Gaston — Last week I criticized the Gazette for its front page ad promotion. This week I praise it for a story about a returning Marine, who survived a vicious bomb explosion while on duty in Afghanistan. The first paragraph of the story drove me to read the whole thing: “The words written in ink on U.S. Marine Cpl. Jeffrey Kessler’s arm read like something from a vacationing tourist’s T-shirt: ‘I had a blast in Afghanistan.’”

Front pages courtesy of the Newseum.

Sunday sampler

Asheville — Despite its bohemian reputation, Asheville has a large population of retirees. So parsing through the facts, myths and politics of Medicare is worthy journalism for the Citizen-Times. “Whether it’s there for everybody tomorrow depends on who’s talking, including the four candidates wanting to represent Western North Carolina in Congress. And finding the truth amid the rhetoric in a presidential election year can prove daunting.” (As usually happens, the facts get buried by the blather of politicians trying to further their own causes.)

 

 

Burlington — Last week, the U.S. Department of Justice said that the Alamance County Sheriff’s Office unlawfully targeted Latinos and demanded action. The Times-News follows up with a reminder that taxpayers will foot the bill if the Sheriff’s Office challenges the DOJ, which is likely to happen. That means, of course, that taxpayers will pay lawyers on both sides! Neat, huh.

 

 

 

 

Charlotte— The Observer and the News & Observer continue their series on hospitals and the cost of medical care, this time looking at what’s called “cost shifting.” “Large nonprofit hospitals in North Carolina are dramatically inflating prices on chemotherapy drugs at a time when they are cornering more of the market on cancer care, an investigation by the Observer and The News & Observer of Raleigh has found….Some of the largest markups are made by nonprofit hospital chains that generate millions of dollars of profit each year and have billions in reserves.”

 

FayettevilleThe Observer continues its indepth examination of mental problems  among returning soldiers and what the military is doing about it. Powerful stuff for anyone who cares about people who have served their country and are now trying to cope.

 

 

 

 

Raleigh — Of course, it shares the hospital story with Charlotte, as it shares this story about where the gubernatorial candidates stand on taxes. In one graphic on the front page is a clue why Pat McCrory is ahead. He’s promising not to raise taxes; McCrory isn’t.

 

 

 

 

 

Wilmington — The Star News writes of a heroin addict’s journey into addiction and her attempts to get out of it. It’s not especially an unusual story, but reporter Brian Freskos tells it in a gripping way.
Thanks to the Newseum for the images.

Sunday sampler

Most of the state’s newspaper front pages I saw continued with stories about either the Democratic National Convention in Charlotte or the presidential race in general. (The Observer, which did a wonderful job covering the convention, can be forgiven with one more front-page centerpiece on how the city dealt with the influx of Democrats. The Statesville Record & Landmark, maybe, but the Winston-Salem Journal? Not sure about that call.)  But there was room for other good enterprising journalism.

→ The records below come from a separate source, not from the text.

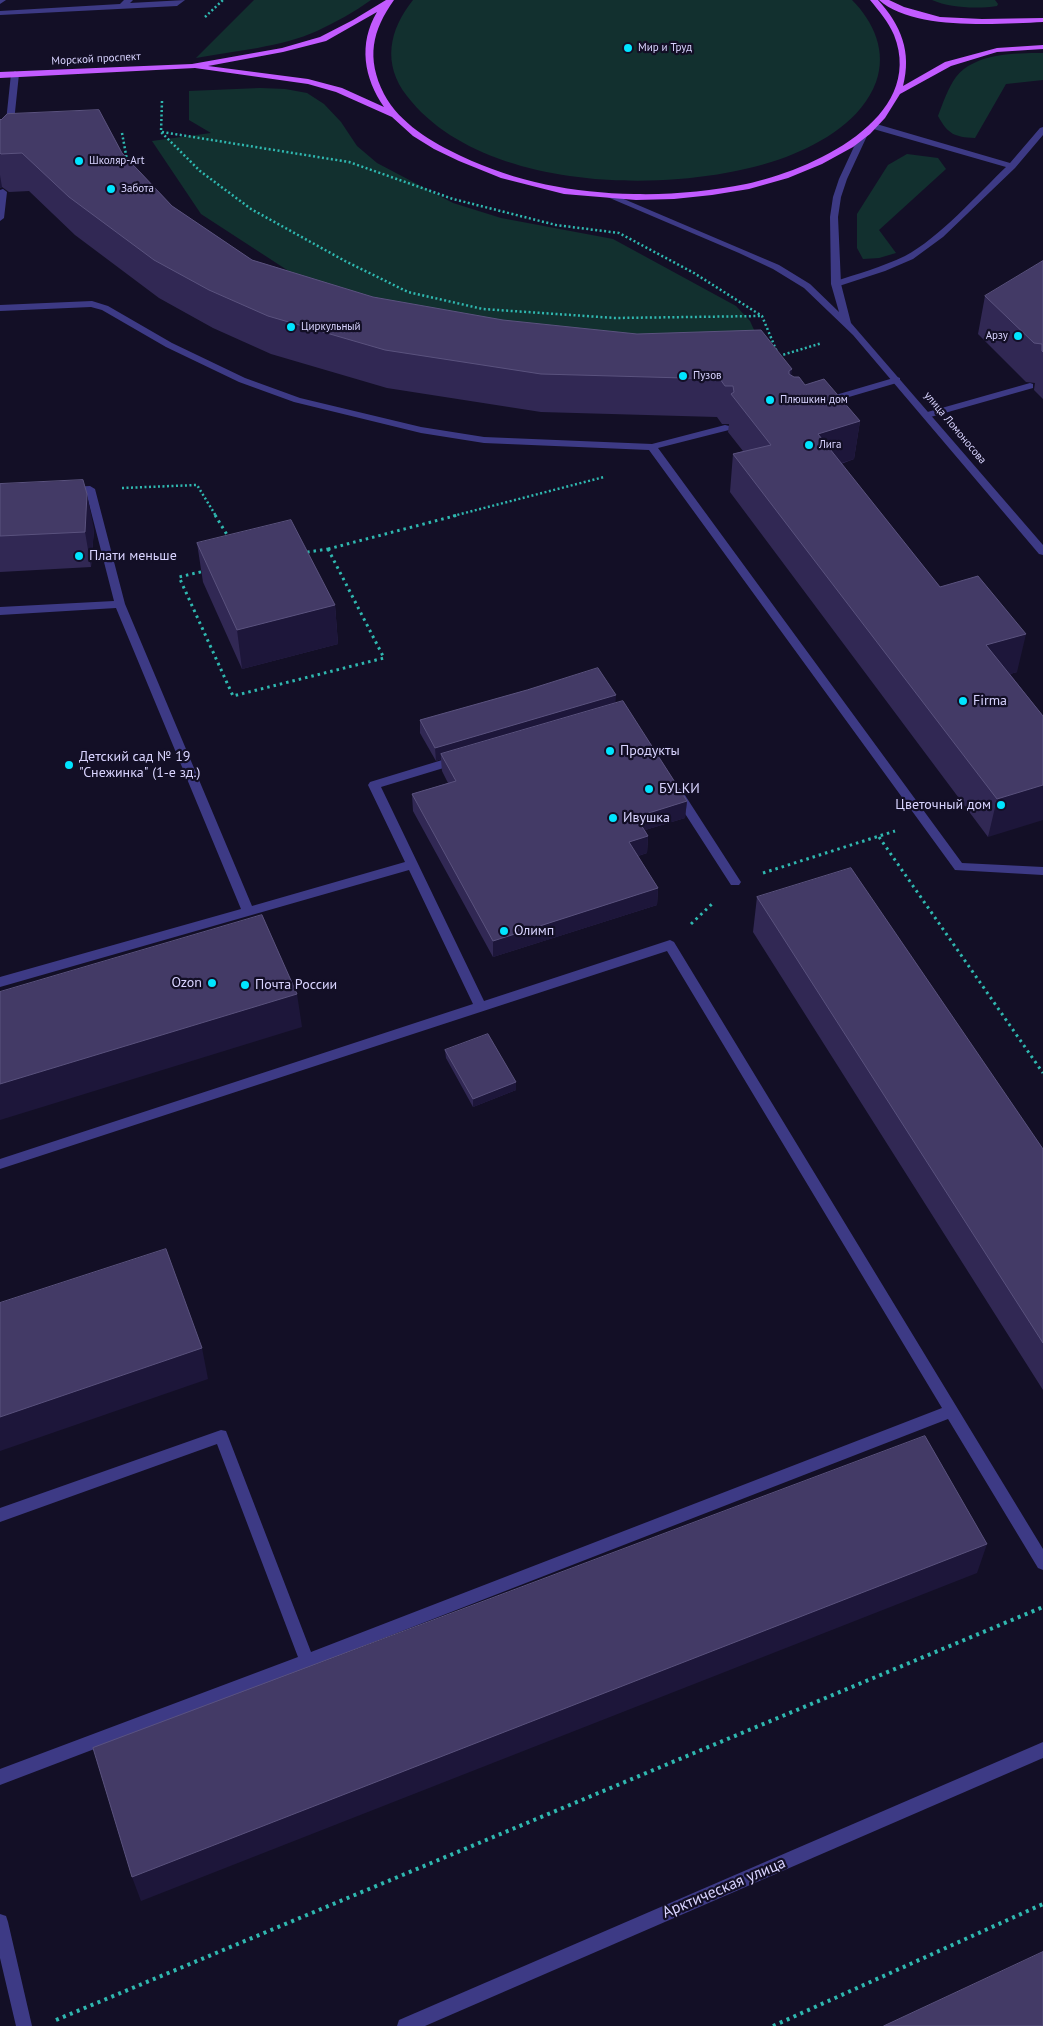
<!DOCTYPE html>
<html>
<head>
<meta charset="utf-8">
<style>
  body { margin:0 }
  canvas { display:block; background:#130f26 }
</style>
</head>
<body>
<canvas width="1043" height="2026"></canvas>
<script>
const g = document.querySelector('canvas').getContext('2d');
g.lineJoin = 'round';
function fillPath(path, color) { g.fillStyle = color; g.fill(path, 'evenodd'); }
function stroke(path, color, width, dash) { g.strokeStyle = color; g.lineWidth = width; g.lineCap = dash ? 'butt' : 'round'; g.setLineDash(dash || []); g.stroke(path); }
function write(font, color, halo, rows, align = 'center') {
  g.font = font + ' "PT Sans",sans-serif'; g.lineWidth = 4.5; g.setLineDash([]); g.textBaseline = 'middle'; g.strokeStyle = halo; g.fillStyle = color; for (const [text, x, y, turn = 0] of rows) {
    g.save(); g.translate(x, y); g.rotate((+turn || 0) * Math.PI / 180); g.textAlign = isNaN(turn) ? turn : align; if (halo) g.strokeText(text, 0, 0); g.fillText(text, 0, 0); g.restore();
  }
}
const green = new Path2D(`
  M254,0H371C354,12 336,22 317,31C282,47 234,51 196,58Z
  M413,0H852C874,22 887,52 876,82C862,120 822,143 786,157C680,196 482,194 407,96C382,64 389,30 413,0Z
  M932,0H995L998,4L997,6C977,9 950,8 932,0Z
  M1043,53V80L1006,84L975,138C954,137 948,134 938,116C943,103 948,88 956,77C975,53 1015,53 1043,53Z
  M260,88L285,89L307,93L324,104L341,122L357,146L377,163L453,203L501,218L613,239L736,306L750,321L759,341L591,350L304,281L201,214L152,141L211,133L189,120V91Z
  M907,154L938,158L946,169L879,230L896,253L879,258L863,259L857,248V214L888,165Z`);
const pathFar2 = new Path2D(`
  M205,17L223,0
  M162,101L161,132L200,171L251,209L345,261L408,292L483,309L615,318L762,316
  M162,132L349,162L453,199L556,225L619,233L694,273L762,316L777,352
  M122,133L127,160
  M779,356L822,343
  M122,488L197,485L216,516
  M453,516L604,477`);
const pathFar1 = new Path2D(`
  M215,515L229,538
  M328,549L384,658L233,696L179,577L243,562Z
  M328,549L458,515
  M879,837L1043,1073
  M763,873L895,831
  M691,924L714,902`);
const path = new Path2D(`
  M56,2020L1043,1607
  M773,2026L1043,1904`);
const service = new Path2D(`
  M0,0H6L0,4Z
  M124,0H133L130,3L185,0L177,6L0,15V11L120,4Z
  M15,71L19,74L13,131L9,134L5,131L11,74Z
  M873,123L1010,163L1040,128L1043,127V135L1015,168L943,237L913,259L885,271L836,287L833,286V282C857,274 882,267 905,256C938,239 979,193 1006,167L870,128V124Z
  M3,189L7,192L4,218L0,221V190Z
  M92,301L108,306L172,343L245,378L300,398L421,427L484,437L652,444L725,425L729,426V430L658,448L962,863L1043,867V875L955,870L649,450L484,443L421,433L294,402L239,382L166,347L102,310L91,307L0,311V305Z
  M897,377L900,378V382L825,404L820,401L822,399Z
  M1030,383L1033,384V388L927,418L922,415L924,413Z
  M90,486L95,489L125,604L252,906L405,862L368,785L370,782L452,757H460L462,760L460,763L381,787L484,1001L670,940L674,942L1043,1549V1570L1038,1568L948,1419L307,1668L0,1785V1769L298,1657L217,1444L0,1522V1508L221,1430L226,1431L311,1652L942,1408L667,951L0,1169V1159L473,1004L409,870L0,987V977L241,909L116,608L0,615V607L114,601L86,492L70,493L65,490L70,487Z
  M677,788L681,789L739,879L741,882L739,885H731L673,795L671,792Z
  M0,1914L6,1916L8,1922L32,2026H16L0,1958Z`);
const minor = new Path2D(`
  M1043,1742V1758L425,2026H397L399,2020Z`);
const tertiary = new Path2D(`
  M863,133L867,136L847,179L841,197L838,217L841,284L851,323L1043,545V555L1039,554L853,335L804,288L773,269L739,253L605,196L606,194H612L779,265L810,284L839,312L831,284L830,217L833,197L839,179L859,136Z`);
const primary = new Path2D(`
  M386,0H394C372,31 366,58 384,94C400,124 432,142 461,156C516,182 574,193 634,194C672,195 710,191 746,184C809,171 927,119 894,35C888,21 879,11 870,0H878C901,25 912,52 903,86L945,62L997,48L1043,45V49L997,52L951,66L900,94L885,118L870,134L853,147L822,164L788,178L749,189L712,195L674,199L636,200L564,194L501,178L459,161L434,149L413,136L392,117L336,92L308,84L195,68L0,78V72L192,64L282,48L320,37L353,20ZM377,12C358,44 364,78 384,107L342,88L308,79L208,66L283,52L326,41Z
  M879,0H889L904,7L940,17L982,19L1043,18V22C999,24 913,31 879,0Z`);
const wall = new Path2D(`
  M0,119L122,153L172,206L252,260L373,297L791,376L860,421L854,459L841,464L940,587L1017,672L1010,674L1043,716L988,837L730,492L733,454L743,451L728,432L729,424H722L717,417L541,412L387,388L271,354L213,328L159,298L75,235L29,191L9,192L2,187L0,188Z
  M1043,261V399L1034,390L1035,383L1026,382L978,334L985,296Z
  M0,484L94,529L91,567L0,572Z
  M197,543L335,605L338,644L242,669L203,582Z
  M615,704L687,801L685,818L645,830L648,836L647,853L638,856L658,888L657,905L493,957L413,811L412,794L448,783L442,771L441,759L436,761L420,733V720Z
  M757,897L1043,1149V1390L753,932Z
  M445,1050L516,1082V1090L473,1107L446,1058Z`);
const shadedWall = new Path2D(`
  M0,175L2,187L0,188Z
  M792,369L788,407L789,371Z
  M860,421L854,459L813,472L818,434Z
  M87,494L94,529L91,567L85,532Z
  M335,605L338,644L242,669L237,630Z
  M1026,634L1017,672L978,683L986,645Z
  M616,695L615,708L441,754V759L436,761L435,748Z
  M1043,785V820L988,837L997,799Z
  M687,801L685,818L635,833L636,817Z
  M648,836L647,853L628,859L629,842Z
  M658,888L657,905L493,957V941Z
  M297,994L302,1027L0,1120V1084Z
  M516,1082V1090L473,1107V1099Z
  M202,1348L208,1379L0,1451V1417Z
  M987,1544L977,1573L141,1901L132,1877Z`);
const building = new Path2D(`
  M99,110L122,153L172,206L252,260L373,297L503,320L637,334L761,330L792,369L789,371V374L794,377H799L805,385L824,379L860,421L818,434L940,587L978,576L1026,634L986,645L1043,716V785L997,799L733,454L771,445L731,394L734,392L733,386H725L720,379L541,374L385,350L268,316L209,290L154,260L69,197L22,153L1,154L0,153V119L1,120L7,114Z
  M1043,261V352L1042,351V344L1034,343L985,296Z
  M83,480L87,494L85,532L0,536V484Z
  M291,520L335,605L237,630L197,543Z
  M598,668L616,695L435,748L420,720L527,690Z
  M623,701L687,801L636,817L648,836L629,842L658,888L493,941L412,794L456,781L441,754Z
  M851,868L1043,1149V1343L757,897Z
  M262,915L297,994L0,1084V992Z
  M488,1034L516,1082L473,1099L445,1050Z
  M166,1249L202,1348L0,1417V1303Z
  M925,1436L987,1544L132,1877L93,1748Z
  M1043,1952V2026H884Z`);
const markers = [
  [628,48,5,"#00e5ff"],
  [79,161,5,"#00e5ff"],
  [111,189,5,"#00e5ff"],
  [291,327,5,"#00e5ff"],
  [1018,336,5,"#00e5ff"],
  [683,376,5,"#00e5ff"],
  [770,400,5,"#00e5ff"],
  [809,445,5,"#00e5ff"],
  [79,556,5,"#00e5ff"],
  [963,701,5,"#00e5ff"],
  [610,751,5,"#00e5ff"],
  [69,765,5,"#00e5ff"],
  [649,789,5,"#00e5ff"],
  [1001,805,5,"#00e5ff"],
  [613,818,5,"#00e5ff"],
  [504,931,5,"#00e5ff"],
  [212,983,5,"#00e5ff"],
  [245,985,5,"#00e5ff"]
];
const farPoinames = [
  ["Мир и Труд",638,48],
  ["Школяр-Art",89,161],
  ["Забота",121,189],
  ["Циркульный",301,327],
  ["Арзу",1008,336,"right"],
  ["Пузов",693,376],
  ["Плюшкин дом",780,400],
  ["Лига",819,445]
];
const farStreetnames = [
  ["Морской проспект",96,59,-3],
  ["улица Ломоносова",955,428,50]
];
const poiNames = [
  ["Плати меньше",89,556],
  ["Firma",973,701],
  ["Продукты",620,751],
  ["Детский сад № 19",79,757],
  ["\"Снежинка\" (1-е зд.)",79,773],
  ["БУLКИ",659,789],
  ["Цветочный дом",991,805,"right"],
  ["Ивушка",623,818],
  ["Олимп",514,931],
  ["Ozon",202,983,"right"],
  ["Почта России",255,985]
];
const nearStreetnames = [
  ["Арктическая улица",724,1888,-23]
];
fillPath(green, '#12302f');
stroke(pathFar2, '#2fb8b0', 2.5, [2, 2.5]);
stroke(pathFar1, '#2fb8b0', 3, [2.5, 4]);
stroke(path, '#2fb8b0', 4, [3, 4.5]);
fillPath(service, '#3d3a85');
fillPath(minor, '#3d3a85');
fillPath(tertiary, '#3d3a85');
fillPath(primary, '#c25bff');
fillPath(wall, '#312854');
fillPath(shadedWall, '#1d163a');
fillPath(building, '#433a66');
stroke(building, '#5a527e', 1);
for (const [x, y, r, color] of markers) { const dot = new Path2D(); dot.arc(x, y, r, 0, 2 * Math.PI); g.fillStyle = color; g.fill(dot); stroke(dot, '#130f26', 2); }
write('11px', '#d9d4ff', '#130f26', farPoinames, 'left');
write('11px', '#d9d4ff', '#130f26', farStreetnames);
write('14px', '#d9d4ff', '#130f26', poiNames, 'left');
write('16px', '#d9d4ff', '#130f26', nearStreetnames);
</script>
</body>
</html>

Raleigh — Many parents depend on the school bus to get their children to school. Safety is first, of course, but reliability is a close second. And when the bus doesn’t come? The N&O explores what it calls the nightmare of missed routes, no buses or overfilled ones.

Fayetteville — The Observer examines what’s being done — not much — about concussions among high school football players. “They’re missing them,” said Dr. Josh Bloom, a former college football player and team physician for the Carolina Hurricanes and USA Baseball. “. I would expect virtually any decent-sized high school team to have likely multiple concussions in a season.”